For ecclesiastical purposes, St. Pierre is consolidated with Portskewett and Runston with Mathern.

For civil purposes, St. Pierre and Runston were amalgamated with Mathern, by Local Government Order No. 17,581, dated March 25, 1886;

Letters through Chepstow arrive at 7.45 a.m.; box cleared at 7.50 p.m. The nearest post, money order & telegraph office is at Portskewett, about 2 miles distant.

This parish is included in the United School Board district of Mathern, formed 10 December 1875. F. Evans, solicitor, Chepstow, clerk to the board, William Williams, Chepstow, attendance officer.

Hunt William, farmer, Broadwell Farm, Runston
Williams John, farm bailiff to C. E. Lewis esq. D.L., J.P

Family Notes, April 1999

In the early years of the 20th century my Great Grandfather Sam Wood moved from his home in Gratton Staffordshire (the ownership of which he retained) and bought The Elms Farm at Caerwent, which proved a temporary base, as a few years later he acquired Runston Farm, in the acreage of which the old Runston village and Church stands, and access to the ruins is through the farmyard.

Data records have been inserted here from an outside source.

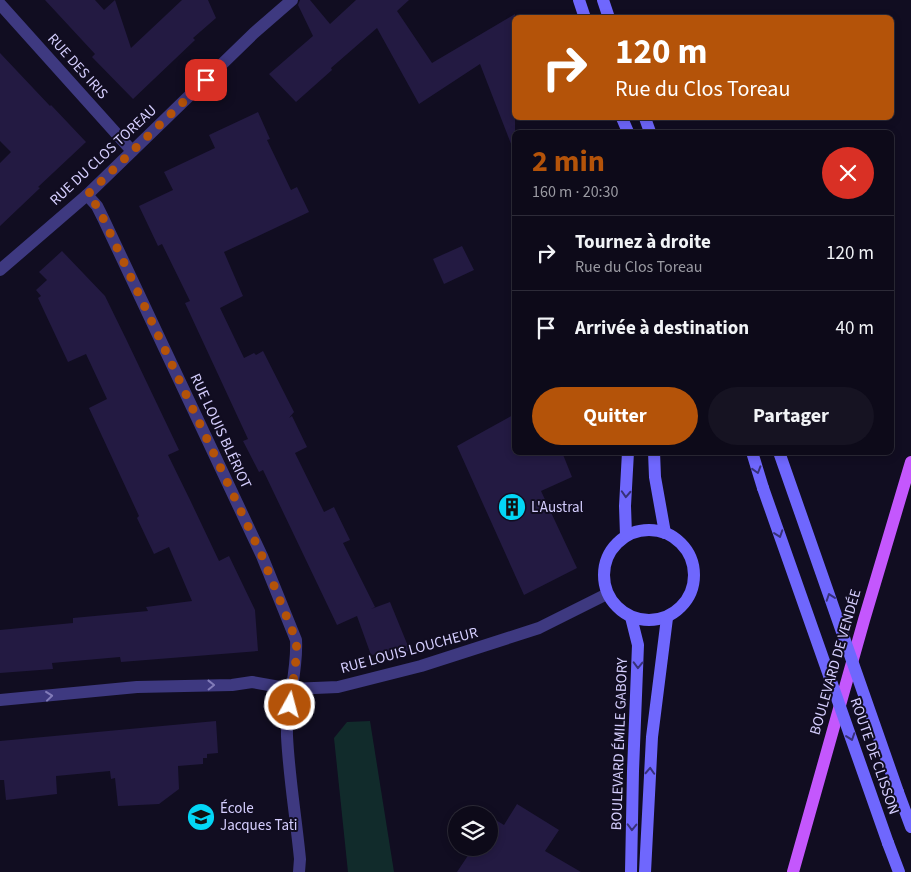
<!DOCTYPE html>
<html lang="fr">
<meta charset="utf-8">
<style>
:root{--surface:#0d0a19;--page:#161322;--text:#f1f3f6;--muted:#9a9aa2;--line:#2d2b38;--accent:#b45309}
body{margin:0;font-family:"Source Sans 3",sans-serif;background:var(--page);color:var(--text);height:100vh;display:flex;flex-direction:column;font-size:19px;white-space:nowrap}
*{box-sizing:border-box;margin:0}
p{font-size:16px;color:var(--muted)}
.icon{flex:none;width:28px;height:28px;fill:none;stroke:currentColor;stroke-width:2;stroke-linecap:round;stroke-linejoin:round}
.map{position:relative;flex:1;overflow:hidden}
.drawer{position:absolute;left:512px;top:130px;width:382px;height:325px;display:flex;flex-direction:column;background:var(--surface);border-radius:8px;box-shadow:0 2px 8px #0003,0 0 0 1px var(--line)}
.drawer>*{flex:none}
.guide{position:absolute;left:512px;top:15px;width:382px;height:105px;border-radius:8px;box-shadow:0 2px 8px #0003,0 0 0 1px var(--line);background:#b45309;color:#fff;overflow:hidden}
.buttons{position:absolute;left:448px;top:806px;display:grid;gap:10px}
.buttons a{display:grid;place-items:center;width:50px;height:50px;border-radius:50%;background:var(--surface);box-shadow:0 2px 8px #0003,0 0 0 1px var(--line);font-size:25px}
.pin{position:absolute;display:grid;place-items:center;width:42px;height:42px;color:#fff;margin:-21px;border-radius:10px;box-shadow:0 2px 8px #0006}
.me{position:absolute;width:55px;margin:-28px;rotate:7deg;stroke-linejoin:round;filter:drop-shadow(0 0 4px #0008)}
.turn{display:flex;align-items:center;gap:18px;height:105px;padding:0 20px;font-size:22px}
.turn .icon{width:65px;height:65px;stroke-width:2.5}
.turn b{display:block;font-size:35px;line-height:42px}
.round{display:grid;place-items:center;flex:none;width:52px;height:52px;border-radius:26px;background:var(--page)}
.summary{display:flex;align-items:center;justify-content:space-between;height:85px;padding:0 20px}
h1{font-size:30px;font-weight:700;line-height:38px;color:var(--accent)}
.cta{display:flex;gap:10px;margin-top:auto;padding:10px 20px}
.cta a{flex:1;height:58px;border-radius:30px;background:var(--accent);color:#fff;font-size:20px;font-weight:700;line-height:58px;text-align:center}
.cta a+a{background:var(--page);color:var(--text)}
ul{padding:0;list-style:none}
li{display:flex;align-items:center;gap:15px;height:75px;padding:0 20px;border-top:1px solid var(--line)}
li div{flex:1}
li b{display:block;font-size:19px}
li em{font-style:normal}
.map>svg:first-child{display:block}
.green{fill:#112b2b}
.building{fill:#231a42}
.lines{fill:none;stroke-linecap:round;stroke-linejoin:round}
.minor{stroke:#3e3980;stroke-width:12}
.secondary{stroke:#6f67fd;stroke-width:12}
.primary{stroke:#c457fd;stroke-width:12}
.secondary-bridge{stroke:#6f67fd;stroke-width:12}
.oneway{stroke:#373179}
.oneway2{stroke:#827cb9}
.route{stroke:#b45309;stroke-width:9;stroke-dasharray:0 16.2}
.labels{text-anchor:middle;stroke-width:4;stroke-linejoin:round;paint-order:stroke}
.street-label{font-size:15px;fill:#d5cefe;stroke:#110d21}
.poi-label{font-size:15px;fill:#d5cefe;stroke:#110d21;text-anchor:start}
</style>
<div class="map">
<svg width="911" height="872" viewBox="0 0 911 872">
<rect width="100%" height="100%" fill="#110d21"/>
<!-- green -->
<polygon class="green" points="370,721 394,872 348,872 334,738 347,722"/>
<!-- building -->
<g class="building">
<polygon points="45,0 95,0 104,10 115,0 131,48 182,0 208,0 216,18 193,38 195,40 133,99 92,57 95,54"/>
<polygon points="300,0 310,0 330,24 356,0 409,0 397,11 432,63 515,14 515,149 513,149 480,64 419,104 377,28 331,68 332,70 296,102 269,74 313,36 298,5"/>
<polygon points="0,53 50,106 51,105 86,142 38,187 40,188 0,226 0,163 11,152 0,141"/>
<polygon points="258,112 270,139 267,140 291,190 297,187 309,212 224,252 243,296 220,308 244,358 254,353 256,355 263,351 294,412 289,418 292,416 307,447 295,453 324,512 334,507 350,540 343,543 375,607 371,609 390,602 410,651 371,655 357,616 337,625 263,470 259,472 243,441 248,439 185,303 190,301 162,244 158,246 139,206 173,190 164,172 215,148 209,135"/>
<polygon points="462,246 474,270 444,284 433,259"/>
<polygon points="62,251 105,296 127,341 179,450 168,455 191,502 219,561 229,556 255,610 258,651 121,662 120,657 52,663 53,669 0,673 0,630 73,623 73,618 148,611 146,607 192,601 169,547 154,554 137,518 139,516 89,408 107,399 86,354 68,362 38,298 41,296 36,290 47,280 39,272"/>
<polygon points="515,414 515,452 562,452 572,477 541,491 577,568 524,595 457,446"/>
<polygon points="216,721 218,753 207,754 207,758 203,758 203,764 178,766 179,789 159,804 118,806 115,778 111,779 110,771 56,776 57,794 6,800 4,780 0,780 0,741"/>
<polygon points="517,804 559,830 545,851 581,872 457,872 473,848 489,848 489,816 504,825"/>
</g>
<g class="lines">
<!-- minor -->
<g class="minor">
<polyline points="0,4 132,151"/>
<path d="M87,195L97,206L103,218L262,556L296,640C298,672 286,704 287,736C289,777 296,818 300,859L299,872"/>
<polyline points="0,270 87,195 254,33 292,0"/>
<polyline points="0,700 137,687 232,685 252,682 291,689 338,687 421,666 539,628 607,594"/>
</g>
<!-- secondary -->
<g class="secondary">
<polyline points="579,0 585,18"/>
<polyline points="603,0 609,18"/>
<polyline points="622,118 628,132"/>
<polyline points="645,118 650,132"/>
<polyline points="654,452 655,477 665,533"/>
<polyline points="752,452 763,488"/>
<circle cx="649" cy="575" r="45"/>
<polyline points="626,535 625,506 628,452"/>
<polyline points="631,617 638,645 633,771 631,872"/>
<polyline points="898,792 911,827"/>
<polyline points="888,843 899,872"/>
<polyline points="645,872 652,737 667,618"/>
</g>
<!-- primary -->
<polyline class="primary" points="793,872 864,620 911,462"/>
<!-- secondary-bridge -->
<g class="secondary-bridge">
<polyline points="779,452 898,792"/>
<polyline points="763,488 888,843"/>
</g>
</g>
<!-- one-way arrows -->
<defs><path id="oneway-chevron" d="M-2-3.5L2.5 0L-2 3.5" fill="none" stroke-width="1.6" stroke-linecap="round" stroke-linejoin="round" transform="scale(1.25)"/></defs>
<g class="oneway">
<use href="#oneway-chevron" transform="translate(757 470) rotate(73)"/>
<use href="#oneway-chevron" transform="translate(626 494) rotate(93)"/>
<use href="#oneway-chevron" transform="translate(779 534) rotate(71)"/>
<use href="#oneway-chevron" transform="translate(830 597) rotate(-109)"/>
<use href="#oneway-chevron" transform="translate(638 665) rotate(91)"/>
<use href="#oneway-chevron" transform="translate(851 737) rotate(71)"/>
<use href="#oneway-chevron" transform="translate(650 771) rotate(-87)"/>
<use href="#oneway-chevron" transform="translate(632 827) rotate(91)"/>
</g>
<g class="oneway2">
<use href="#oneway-chevron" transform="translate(211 685) rotate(-1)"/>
<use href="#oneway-chevron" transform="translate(49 696) rotate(-6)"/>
</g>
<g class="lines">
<!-- route -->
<polyline class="route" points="206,80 87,195 97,206 103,218 262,556 296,640 297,652 290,705"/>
</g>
<!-- icons -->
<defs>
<symbol id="building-disc" viewBox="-11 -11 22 22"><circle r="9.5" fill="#03d6f6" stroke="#110d21"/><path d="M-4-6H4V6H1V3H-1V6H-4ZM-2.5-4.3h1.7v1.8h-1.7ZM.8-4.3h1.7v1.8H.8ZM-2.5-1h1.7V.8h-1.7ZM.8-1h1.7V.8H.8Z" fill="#111"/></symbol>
<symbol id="school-disc" viewBox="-11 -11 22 22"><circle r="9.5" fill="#03d6f6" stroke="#110d21"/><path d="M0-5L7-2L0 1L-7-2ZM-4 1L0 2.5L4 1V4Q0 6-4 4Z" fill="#111"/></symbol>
</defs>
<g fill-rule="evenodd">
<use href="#building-disc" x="496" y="491" width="32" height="32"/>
<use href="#school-disc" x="185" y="801" width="32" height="32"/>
</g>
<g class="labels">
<!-- street labels -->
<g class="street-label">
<text transform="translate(78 66) rotate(48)" y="5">RUE DES IRIS</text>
<text transform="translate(103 155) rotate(-43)" y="5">RUE DU CLOS TOREAU</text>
<text transform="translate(221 431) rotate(65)" y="5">RUE LOUIS BLÉRIOT</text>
<text transform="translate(409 650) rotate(-15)" y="5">RUE LOUIS LOUCHEUR</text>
<text transform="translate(835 662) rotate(-74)" y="5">BOULEVARD DE VENDÉE</text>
<text transform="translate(619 744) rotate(-88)" y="5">BOULEVARD ÉMILE GABORY</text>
<text transform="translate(875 756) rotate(71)" y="5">ROUTE DE CLISSON</text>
</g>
<!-- poi labels -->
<g class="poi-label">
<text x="531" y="512">L'Austral</text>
<text x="220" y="813">École<tspan x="220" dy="17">Jacques Tati</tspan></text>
</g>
</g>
</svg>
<div class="buttons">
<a><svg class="icon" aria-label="layers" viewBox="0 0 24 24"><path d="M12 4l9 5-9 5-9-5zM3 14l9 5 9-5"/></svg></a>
</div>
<div class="pin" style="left:206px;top:80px;background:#d93025"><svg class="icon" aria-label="arrive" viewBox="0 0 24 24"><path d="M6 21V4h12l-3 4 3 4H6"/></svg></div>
<svg class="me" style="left:290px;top:705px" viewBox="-20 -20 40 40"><circle r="17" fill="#b45309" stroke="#fff" stroke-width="3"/><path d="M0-11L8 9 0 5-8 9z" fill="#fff"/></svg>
<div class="guide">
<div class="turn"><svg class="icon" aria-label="right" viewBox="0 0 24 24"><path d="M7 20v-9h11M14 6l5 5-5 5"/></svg><div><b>120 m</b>Rue du Clos Toreau</div></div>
</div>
<section class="drawer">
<div class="summary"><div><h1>2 min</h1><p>160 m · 20:30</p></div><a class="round" style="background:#d93025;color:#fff"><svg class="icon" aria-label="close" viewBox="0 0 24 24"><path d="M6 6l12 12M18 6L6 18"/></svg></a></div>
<ul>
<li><svg class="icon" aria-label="right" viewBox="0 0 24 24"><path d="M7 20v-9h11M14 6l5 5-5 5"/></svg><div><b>Tournez à droite</b><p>Rue du Clos Toreau</p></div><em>120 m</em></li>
<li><svg class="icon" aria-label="arrive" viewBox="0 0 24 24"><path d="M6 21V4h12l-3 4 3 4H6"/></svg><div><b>Arrivée à destination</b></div><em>40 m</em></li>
</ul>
<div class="cta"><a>Quitter</a><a>Partager</a></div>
</section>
</div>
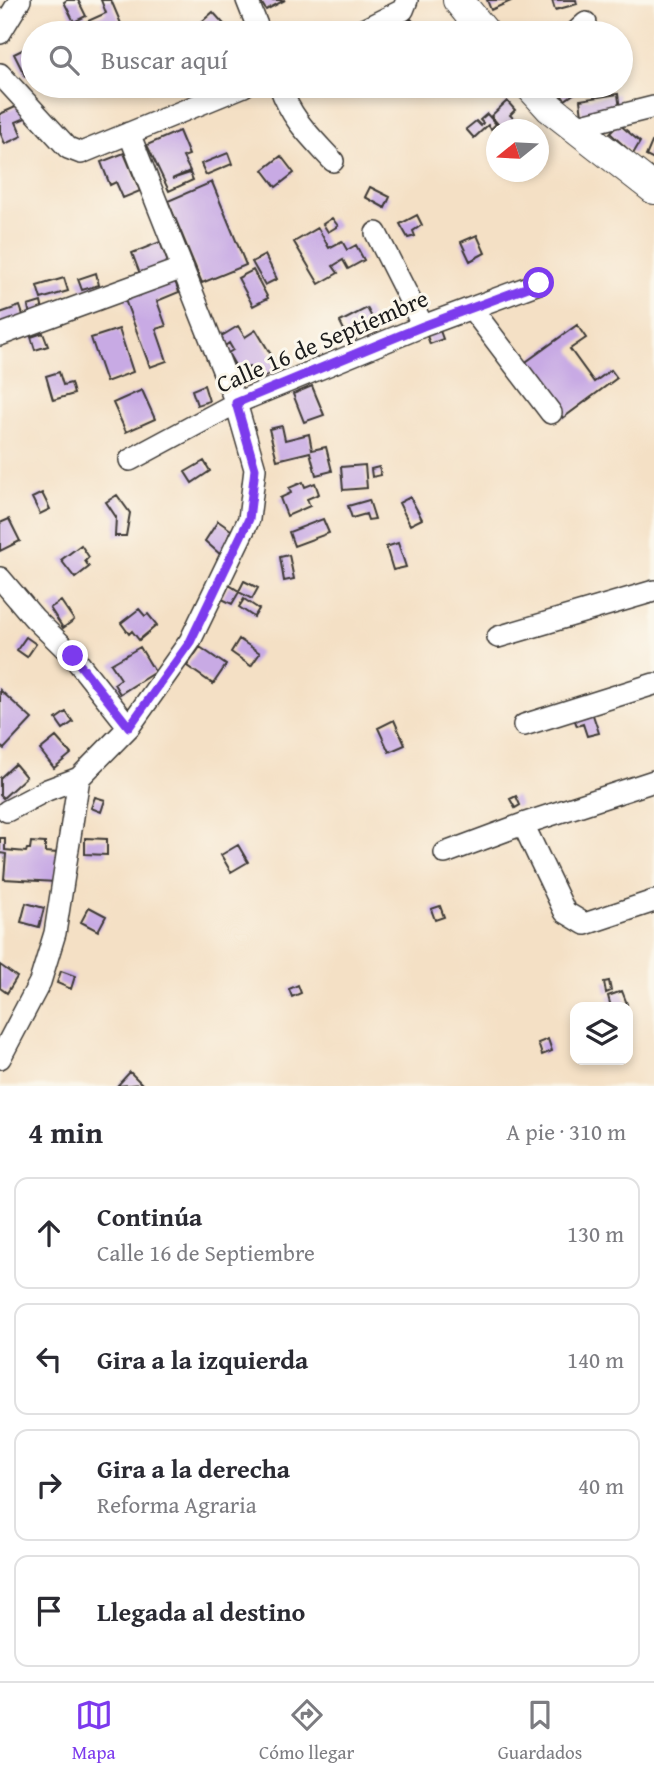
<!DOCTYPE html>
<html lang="es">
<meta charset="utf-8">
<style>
body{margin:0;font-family:"Gentium Book Plus",serif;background:#f7f7f7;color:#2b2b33}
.controls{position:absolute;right:21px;bottom:21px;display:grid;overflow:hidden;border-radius:14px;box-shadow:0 4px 10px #0003}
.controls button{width:63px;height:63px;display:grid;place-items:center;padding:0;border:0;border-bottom:2px solid #e1e1e2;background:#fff;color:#2b2b33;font:35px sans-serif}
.compass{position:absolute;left:486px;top:119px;width:63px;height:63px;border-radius:50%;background:#fff;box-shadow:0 4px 10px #0003;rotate:252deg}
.stop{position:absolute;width:21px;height:21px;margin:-16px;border:5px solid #7c3aed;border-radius:50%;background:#fff}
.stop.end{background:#7c3aed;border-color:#fff;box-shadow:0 2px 7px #0008}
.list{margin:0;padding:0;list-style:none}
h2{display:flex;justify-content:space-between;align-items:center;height:91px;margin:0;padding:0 28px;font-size:30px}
h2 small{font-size:23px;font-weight:400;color:#7c7c81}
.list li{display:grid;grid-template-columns:46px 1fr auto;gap:21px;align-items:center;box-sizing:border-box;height:112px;margin:0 14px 14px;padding:0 14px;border:2px solid #e1e1e2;border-radius:14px}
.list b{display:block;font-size:26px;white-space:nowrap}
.list p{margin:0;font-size:23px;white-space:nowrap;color:#7c7c81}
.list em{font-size:23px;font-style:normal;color:#7c7c81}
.icon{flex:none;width:38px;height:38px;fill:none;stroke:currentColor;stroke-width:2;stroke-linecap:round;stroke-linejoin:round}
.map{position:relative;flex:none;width:654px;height:1086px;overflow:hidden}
.search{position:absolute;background:#fff;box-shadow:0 4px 10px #0003;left:21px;right:21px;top:21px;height:77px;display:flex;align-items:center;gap:18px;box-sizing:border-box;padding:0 24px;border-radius:38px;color:#7c7c81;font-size:26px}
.sheet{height:595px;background:#fff}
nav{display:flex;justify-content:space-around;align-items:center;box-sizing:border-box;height:98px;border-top:2px solid #e1e1e2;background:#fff;font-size:19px;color:#7c7c81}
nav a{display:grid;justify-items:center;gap:4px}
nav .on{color:#7c3aed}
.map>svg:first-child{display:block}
</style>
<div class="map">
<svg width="654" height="1086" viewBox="0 0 654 1086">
<rect width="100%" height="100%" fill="#fbf7ec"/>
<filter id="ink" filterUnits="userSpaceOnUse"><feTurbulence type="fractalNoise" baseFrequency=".0143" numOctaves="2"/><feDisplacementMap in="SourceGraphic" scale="14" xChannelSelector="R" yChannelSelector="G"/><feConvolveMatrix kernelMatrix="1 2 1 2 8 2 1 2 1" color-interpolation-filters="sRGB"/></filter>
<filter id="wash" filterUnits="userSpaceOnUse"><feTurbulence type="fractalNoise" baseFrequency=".00686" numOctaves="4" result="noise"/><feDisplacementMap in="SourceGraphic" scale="28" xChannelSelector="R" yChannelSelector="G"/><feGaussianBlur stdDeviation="1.57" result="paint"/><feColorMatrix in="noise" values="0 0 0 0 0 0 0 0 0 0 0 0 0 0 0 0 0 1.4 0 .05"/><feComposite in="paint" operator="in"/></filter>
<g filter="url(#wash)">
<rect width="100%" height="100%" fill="#f4e0c5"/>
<g id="blocks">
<path fill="#c8aae4" d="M67,0H78L86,16L74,22L64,2Z
M101,0H111L125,33H80L77,26L106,13Z
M265,0H285L266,10L261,2Z
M487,0H513L491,10Z
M552,0H576L577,4L555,10Z
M213,12L232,33H193L191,31Z
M411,19L423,33H396Z
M316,25L321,33H303Z
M32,45L33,72L25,76L14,54Z
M180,86H201L183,94Z
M555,86H576L572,88L575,93L565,100Z
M618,94L620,109L582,115L580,100Z
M507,101L515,110L510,115L516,121L507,130H503L491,116Z
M22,104L28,117L16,122L22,136L5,144L0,132V114Z
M487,114L496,124L491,129L488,125L474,138L466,129L476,121L481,126L483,123L480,120Z
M619,124L640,142L633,154L610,133Z
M179,131L189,155L183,157L190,171L172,179L190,173L193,180L169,191L147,145Z
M652,142L654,143V160L646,156Z
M124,153L140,191L123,198L116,182L110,185L101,162Z
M228,153L232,164L206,175L201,164Z
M281,156L294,173L276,187L263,170Z
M212,182L246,265L202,283L168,201Z
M370,187L390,197L385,208L365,197Z
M417,215L422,225L413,231L415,236L408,238L400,224Z
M332,218L338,226L328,232L323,224Z
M318,228L329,248L342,241L347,250L356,245L364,260L348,269L343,260L333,266L338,273L319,284L294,242Z
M477,235L485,253L470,261L461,242Z
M160,242L170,268L142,279L132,253Z
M265,255L277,279L265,285L252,262Z
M253,270L268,298L253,306L238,278Z
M96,273L99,285L82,290L78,279Z
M64,278L68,291L41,299L37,286Z
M174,279L179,292L157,301L166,326L156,329L167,361L150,367L124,297Z
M41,302L43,311L30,316L28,306Z
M20,306L24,318L0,327V313Z
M367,308L376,325L361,332L360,329L352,333L356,339L350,342L340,322Z
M577,325L586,338L570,349L594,382L611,370L617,378L563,418L523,364Z
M238,326L245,337L256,330L279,368L257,381L249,367L239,372L228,353L233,350L229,343L225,346L220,337Z
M439,328L443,339L430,344L426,333Z
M119,329L133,372L106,382L91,338Z
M43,333L48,346L35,350L31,337Z
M59,372L63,385L71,383L74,394L53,400L46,376Z
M204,385L209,401L197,405L192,390Z
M312,386L324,415L304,422L293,394Z
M142,390L155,419L126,432L113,403Z
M282,426L285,440L309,434L312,450L326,447L332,471L316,475L310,452L277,460L269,429Z
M204,461L210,471L192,483L185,472Z
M365,465L367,488L343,490L341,467Z
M379,467L381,475L372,477L371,469Z
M303,482L305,487L315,483L319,494L307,499L310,506L287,516L280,498L291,493L289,488Z
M42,493L50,509L40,514L32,498Z
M117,495L130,513L126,536H115L116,517L106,502Z
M410,497L422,519L410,525L399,503Z
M369,500L375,519L368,520L366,514L352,518L348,506Z
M9,519L20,541L0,551V523Z
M323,519L329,533L294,546L289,532Z
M218,521L231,530L221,555L205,541Z
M398,543L406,567L393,570L386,547Z
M81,545L89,557L85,561L89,567L75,578L61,560Z
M289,555L294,579L284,581L280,557Z
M244,581L258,588L252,599L239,592L232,604L222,599L229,585L239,591Z
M244,599L259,609L254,617L239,607Z
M61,601L74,620L63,628L50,608Z
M139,609L145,616L148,614L157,625L139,640L132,631L129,634L121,623Z
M26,637L36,644L27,657L17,650Z
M239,639L260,653L251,666L231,652Z
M140,647L155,672L120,694L114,684L121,679L111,664Z
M200,647L226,665L213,684L187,666Z
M0,690L32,719L4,749L0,746Z
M66,712L73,722L63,729L56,719Z
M592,712L599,733L587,736L583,724L577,726L574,718Z
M394,720L405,745L389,752L378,728Z
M56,737L71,754L54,768L40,750Z
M15,764L26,777L3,798L0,795V778Z
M516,796L520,805L515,808L510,799Z
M95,797L105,800L101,812L91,808Z
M0,838H5V850L26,852L27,849H30L31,842L45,843V852L58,853L56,882L4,879L6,854L0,853Z
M85,838L107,839V855L85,854Z
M238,845L248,862L231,872L221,855Z
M26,903L44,908L39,927L21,922Z
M440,906L444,917L435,920L431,909Z
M89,907L106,916L98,931L81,922Z
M0,965L17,977L7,993L0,988Z
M61,971L75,976L71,989L57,983Z
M609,981L611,991L606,993L604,982Z
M298,985L301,993L292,997L289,989Z
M622,991L627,1004L611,1007L608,996Z
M548,1039L552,1051L542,1055L538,1043Z
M130,1072L142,1084L117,1086Z"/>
</g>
</g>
<g filter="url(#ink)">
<use href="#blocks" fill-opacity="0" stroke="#3c3935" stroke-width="2"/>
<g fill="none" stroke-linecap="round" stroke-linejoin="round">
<defs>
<path id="minor" d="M247,0L260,33
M0,33L20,0
M357,33L403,10L407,0
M575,33L586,23
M0,74L68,148L81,153L244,86
M280,86C291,119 310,136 333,161
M574,127L654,107
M376,233L423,326
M472,309L551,413
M0,335L183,268
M130,460L236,403L423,326L539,283
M0,578L34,618L73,656L129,727
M498,637L654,591
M524,725L654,684
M7,811L47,790L79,778
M523,824L565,912L585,924L654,901
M445,853L523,824L654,781
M0,1058L40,982L55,933L79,778L129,727L190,641L249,519L255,469L236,403L129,133"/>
<path id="highway" d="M458,0L485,33
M530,86L550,108L654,189"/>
</defs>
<use href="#minor" stroke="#3c3935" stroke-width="24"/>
<use href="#highway" stroke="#3c3935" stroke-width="32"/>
<use href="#minor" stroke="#fff" stroke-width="21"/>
<use href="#highway" stroke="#fff" stroke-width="30"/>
</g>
</g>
<g fill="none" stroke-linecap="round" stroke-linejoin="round" filter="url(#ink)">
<path stroke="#7c3aed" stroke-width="9" d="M73,656L129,727L190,642L249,519L255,469L236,403L423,326L539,283"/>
</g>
<g text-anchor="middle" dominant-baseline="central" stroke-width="6" stroke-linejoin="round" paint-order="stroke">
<g font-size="24" fill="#1c1c1c" stroke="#fbf7ec">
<text transform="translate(322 341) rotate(-23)">Calle 16 de Septiembre</text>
</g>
</g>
</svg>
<div class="controls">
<button><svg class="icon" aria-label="layers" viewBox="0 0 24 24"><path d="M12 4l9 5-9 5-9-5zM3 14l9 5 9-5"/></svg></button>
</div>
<svg class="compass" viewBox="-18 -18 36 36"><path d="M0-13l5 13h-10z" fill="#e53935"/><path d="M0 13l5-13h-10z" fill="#7c7c81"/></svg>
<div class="stop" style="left:539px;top:283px"></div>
<div class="stop end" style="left:73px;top:656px"></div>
<div class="search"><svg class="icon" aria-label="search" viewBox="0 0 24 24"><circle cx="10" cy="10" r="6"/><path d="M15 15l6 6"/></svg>Buscar aquí</div>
</div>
<section class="sheet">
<h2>4 min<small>A pie · 310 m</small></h2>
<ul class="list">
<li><svg class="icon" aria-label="ahead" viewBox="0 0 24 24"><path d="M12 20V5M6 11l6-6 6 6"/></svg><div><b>Continúa</b><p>Calle 16 de Septiembre</p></div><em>130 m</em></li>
<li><svg class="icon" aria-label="left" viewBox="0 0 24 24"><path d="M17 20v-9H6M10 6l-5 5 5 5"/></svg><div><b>Gira a la izquierda</b></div><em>140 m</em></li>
<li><svg class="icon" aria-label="right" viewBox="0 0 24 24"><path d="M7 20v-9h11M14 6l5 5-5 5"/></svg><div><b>Gira a la derecha</b><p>Reforma Agraria</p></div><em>40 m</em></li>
<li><svg class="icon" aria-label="arrive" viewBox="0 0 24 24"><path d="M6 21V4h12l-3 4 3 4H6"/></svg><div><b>Llegada al destino</b></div></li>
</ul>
</section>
<nav>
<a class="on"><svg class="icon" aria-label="map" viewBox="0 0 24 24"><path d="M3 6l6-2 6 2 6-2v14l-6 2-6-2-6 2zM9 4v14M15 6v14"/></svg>Mapa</a>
<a><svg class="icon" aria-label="directions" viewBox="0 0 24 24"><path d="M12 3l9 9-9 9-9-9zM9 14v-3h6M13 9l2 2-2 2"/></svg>Cómo llegar</a>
<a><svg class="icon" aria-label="saved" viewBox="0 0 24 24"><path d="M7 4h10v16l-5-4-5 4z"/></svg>Guardados</a>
</nav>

Sam Wood died in 1940, and the farm was occupied by his daughter, my Aunt Alice (Mrs Alice Jones) and my unmarried uncle James Wood ("Runston Jim"). Other members of the Wood family also lived there at various times.

Alice and Jim died in the late seventies, and the other members of the family having dispersed, Runston was sold.

Before he died, Sam Wood (in the days before colour photography!) commissioned a large oil painting of Runston Farm, reproduced here, which has passed down through various members of the family and is now in the possession of my Mother.